More examples (on IR sensing):

Programming multiple AVR/Arduino boards with XBee

Multi AVR programming using XBee

One of the major issues we have with the project is that we’re working with many robots (our goal is to make about 50 of them). Planning ahead, we thought it would be nice to be able to program them all at once to accelerate the development, especially towards the end of the project. We thus decided to experiment with multi-board wireless programming using XBees.

Step 1 : One-to-one wifi programming

There’s not much information on the web on how to program many AVR/Arduino using XBees but there is information on how to program one board. The first set of instructions we found are from LadyAda but we had better results with the instructions for the Arduino FIO.

The tutorial gives a detailed account of the different parameters that need to be set for the master (transmitter) and the slave (receiver). If you follow it step-by-step it should work fine. You can also check the extra tips they give if you run into trouble. We even tried with a very big program (50k!) and it works great.

The only thing we had trouble with is that the data transmission quality was bad and dropped quickly as we increased the distance between the XBees. This was likely caused by interferences with other wifi networks in the area. We solved this by changing to a different channel (the XBee CH parameter).

Step 2 : One-to-many wifi programming

In the Arduino FIO guide they mention: “Note: If you set the programmer’s destination address (DL) to FFFF, it will re-program all Fios in its PAN ID. To program one Fio at a time wirelessly while others are on, set the programmer’s DL to that Fio’s MY address.”

Basically, you have two choices: sequential or parallel programming. In the case of sequential programming, what you would do is more or less something like:

  1. Assign a unique MY address to each slave
  2. For each address do the following:
    1. Change the master’s DL to the slave’s address
    2. Upload the program

The advantage of this is that you get a chance to check that each board was programmed successfully before moving on. The disadvantage is that it takes as much time as there are boards: it just automates the switching from one board to the next for you.

(Notice that at this step we’re working with only two slaves.) We didn’t try that technique (yet). Instead we used the parallel programming trick. For this, you set the master/programmer’s DL address to FFFF. At first it didn’t work because all the slaves were sending data back to the master which seemed to overflood it. We tried to have only one slave return data back by setting it’s DL to the master’s MY address and by setting the other slave’s DL to an unexisting MY address, but this didn’t work well either.

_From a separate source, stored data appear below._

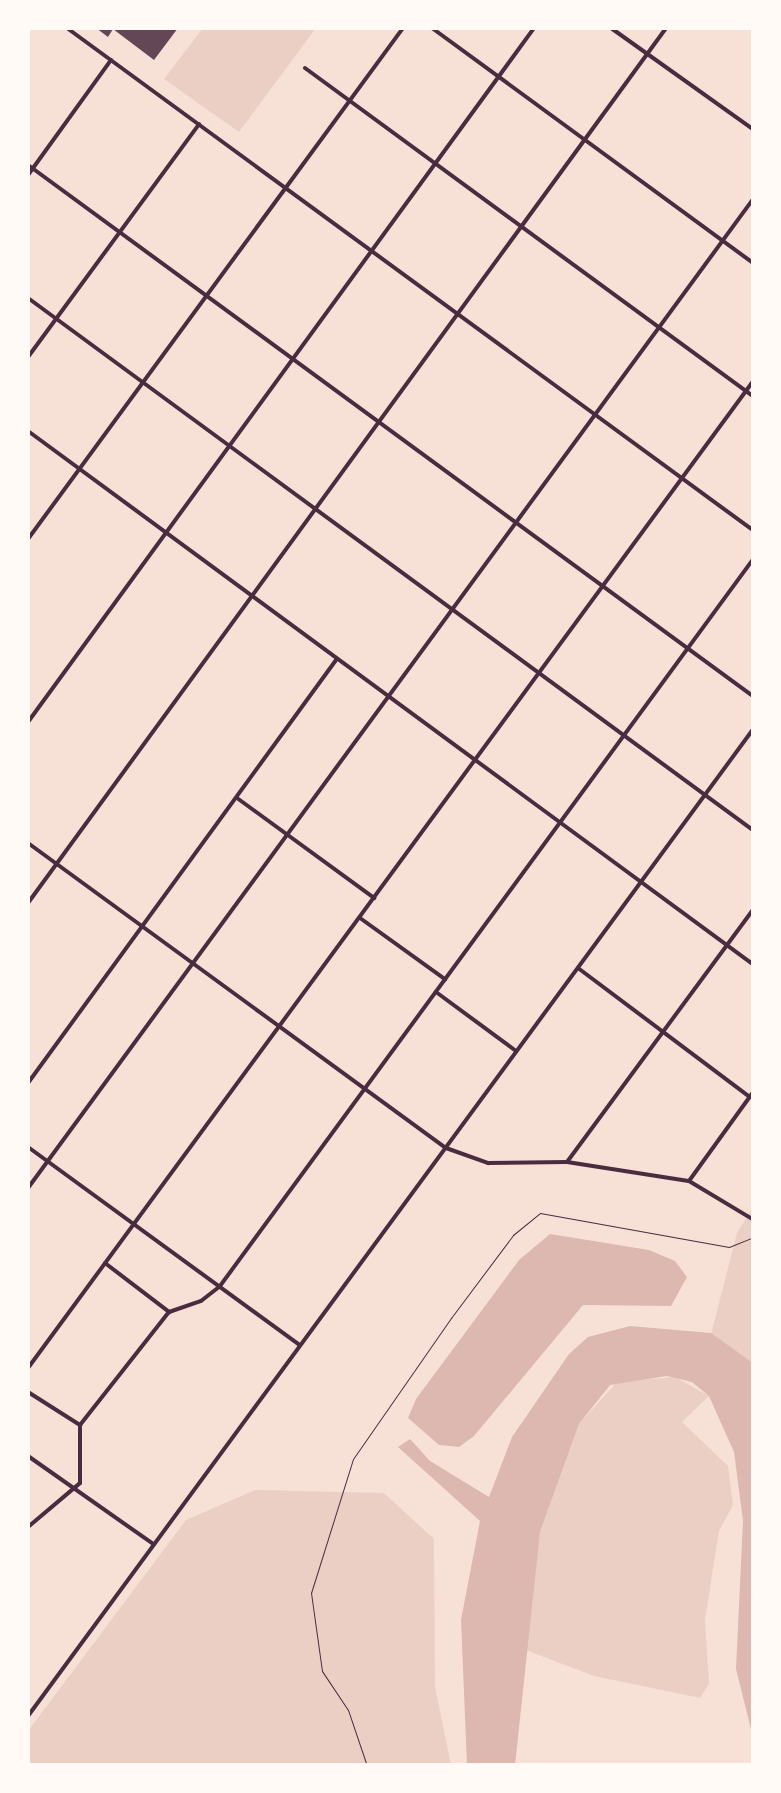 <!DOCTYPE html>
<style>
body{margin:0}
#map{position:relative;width:781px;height:1793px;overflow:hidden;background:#f7e1d7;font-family:Helvetica,sans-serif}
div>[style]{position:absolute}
.green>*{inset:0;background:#ebcfc5}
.water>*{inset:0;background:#dcb8b0}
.building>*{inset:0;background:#644757}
.path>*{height:1px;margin:-0.5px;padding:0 0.5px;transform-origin:0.5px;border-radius:0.5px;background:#4a2c40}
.minor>*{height:4px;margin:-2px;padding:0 2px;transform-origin:2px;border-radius:2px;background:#4a2c40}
.tertiary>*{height:4px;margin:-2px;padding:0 2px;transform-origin:2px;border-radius:2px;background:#4a2c40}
span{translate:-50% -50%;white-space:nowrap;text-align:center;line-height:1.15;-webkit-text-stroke:10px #fffaf5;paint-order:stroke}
.frame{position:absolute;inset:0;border:30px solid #fffaf5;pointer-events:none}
</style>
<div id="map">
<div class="green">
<div style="clip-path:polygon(203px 28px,316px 28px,239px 132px,164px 79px)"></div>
<div style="clip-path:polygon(753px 1207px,753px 1363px,711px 1334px,737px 1233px)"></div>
<div style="clip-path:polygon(675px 1377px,709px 1396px,682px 1422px,728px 1466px,733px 1505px,719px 1531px,705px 1620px,709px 1684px,700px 1698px,594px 1676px,523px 1649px,540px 1532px,579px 1424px,617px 1382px)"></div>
<div style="clip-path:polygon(255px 1490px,384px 1493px,434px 1539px,435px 1687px,451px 1765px,28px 1765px,28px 1731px,186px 1520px)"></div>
</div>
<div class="water">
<div style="clip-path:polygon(550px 1234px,649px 1250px,675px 1261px,687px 1277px,671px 1306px,583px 1305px,474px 1436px,459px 1447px,439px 1445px,408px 1418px,416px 1399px,519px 1260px)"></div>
<div style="clip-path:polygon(630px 1326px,711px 1333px,753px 1363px,753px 1737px,736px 1669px,743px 1521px,734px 1452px,709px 1396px,692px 1382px,667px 1376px,610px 1385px,579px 1424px,540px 1532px,515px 1765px,467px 1765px,461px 1620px,480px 1521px,398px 1447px,410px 1439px,430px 1461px,489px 1497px,512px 1437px,569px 1354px,588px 1337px)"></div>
</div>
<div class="building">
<div style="clip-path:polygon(96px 28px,178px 28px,154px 60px,113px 29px,108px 37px)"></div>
</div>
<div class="path">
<div style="left:367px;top:1766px;width:59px;rotate:-108.7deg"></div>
<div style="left:348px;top:1710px;width:47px;rotate:-123.7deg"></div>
<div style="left:322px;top:1671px;width:79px;rotate:-98deg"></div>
<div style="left:311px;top:1593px;width:140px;rotate:-72.6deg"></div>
<div style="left:353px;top:1459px;width:172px;rotate:-55.2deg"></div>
<div style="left:451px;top:1318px;width:104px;rotate:-53.2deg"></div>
<div style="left:513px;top:1235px;width:35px;rotate:-39deg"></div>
<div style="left:540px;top:1213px;width:192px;rotate:10.2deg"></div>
<div style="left:729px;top:1247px;width:27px;rotate:-22deg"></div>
</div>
<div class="minor">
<div style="left:67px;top:28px;width:851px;rotate:36.21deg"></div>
<div style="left:432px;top:28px;width:399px;rotate:36.2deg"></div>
<div style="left:305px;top:68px;width:557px;rotate:36.23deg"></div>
<div style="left:28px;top:165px;width:900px;rotate:36.23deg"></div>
<div style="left:28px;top:175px;width:142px;rotate:-54.2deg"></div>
<div style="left:28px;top:298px;width:901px;rotate:36.28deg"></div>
<div style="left:28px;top:357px;width:289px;rotate:-53.7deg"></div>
<div style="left:28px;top:431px;width:901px;rotate:36.34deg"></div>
<div style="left:28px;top:539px;width:634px;rotate:-53.73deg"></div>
<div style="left:28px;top:722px;width:859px;rotate:-53.9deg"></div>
<div style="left:237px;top:798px;width:170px;rotate:36.1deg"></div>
<div style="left:28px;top:903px;width:1083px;rotate:-53.9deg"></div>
<div style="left:360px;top:918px;width:105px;rotate:35.7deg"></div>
<div style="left:578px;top:968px;width:215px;rotate:36.9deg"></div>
<div style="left:436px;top:992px;width:99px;rotate:36.4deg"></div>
<div style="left:28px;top:1083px;width:523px;rotate:-53.94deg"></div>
<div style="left:28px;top:1147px;width:336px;rotate:36.1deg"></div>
<div style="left:446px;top:1148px;width:45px;rotate:19.7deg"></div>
<div style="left:488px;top:1163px;width:79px;rotate:-0.7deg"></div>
<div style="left:567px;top:1162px;width:123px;rotate:8.9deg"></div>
<div style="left:689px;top:1181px;width:76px;rotate:31deg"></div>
<div style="left:567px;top:1162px;width:315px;rotate:-53.6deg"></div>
<div style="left:689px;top:1181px;width:111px;rotate:-54.2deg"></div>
<div style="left:28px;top:1188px;width:1228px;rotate:-53.75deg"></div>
<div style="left:105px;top:1263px;width:81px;rotate:37.4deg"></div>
<div style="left:28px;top:1368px;width:1226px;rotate:-53.69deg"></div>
<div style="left:28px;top:1392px;width:62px;rotate:32.4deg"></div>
<div style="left:28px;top:1527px;width:68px;rotate:-40.2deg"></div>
<div style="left:80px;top:1483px;width:58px;rotate:-90deg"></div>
<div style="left:80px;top:1425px;width:144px;rotate:-51.8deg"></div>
<div style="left:169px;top:1312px;width:34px;rotate:-19deg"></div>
<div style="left:201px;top:1301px;width:24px;rotate:-38deg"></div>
<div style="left:220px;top:1286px;width:903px;rotate:-53.74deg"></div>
</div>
<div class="tertiary">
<div style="left:611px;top:28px;width:176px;rotate:35.5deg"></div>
<div style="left:28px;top:843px;width:517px;rotate:36.12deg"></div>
<div style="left:28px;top:1456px;width:153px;rotate:35.1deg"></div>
<div style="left:28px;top:1716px;width:1226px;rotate:-53.69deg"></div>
</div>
<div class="frame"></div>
</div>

We finally got it working by cutting the physical connection between the AVR first UART TX pin and the XBee’s TX. This worked great and seems stable, even for large programs and high baud rates (57600). We yet have to test it with more boards than two.

The files:

Simple XBee link quality test

Screenshot of the processing application for testing the XBee connection quality

Screenshot of the processing application for testing the XBee connection quality

We created a small Processing/Arduino program to check on the connection quality between two XBees (one linked to the computer and the other on an Arduino board). The Processing host just sends data packets (bytes) which are read and returned by the Arduino board. The host then compares the received packet to the one that was expected to establish the quality of the connection. It’s pretty simple but it works.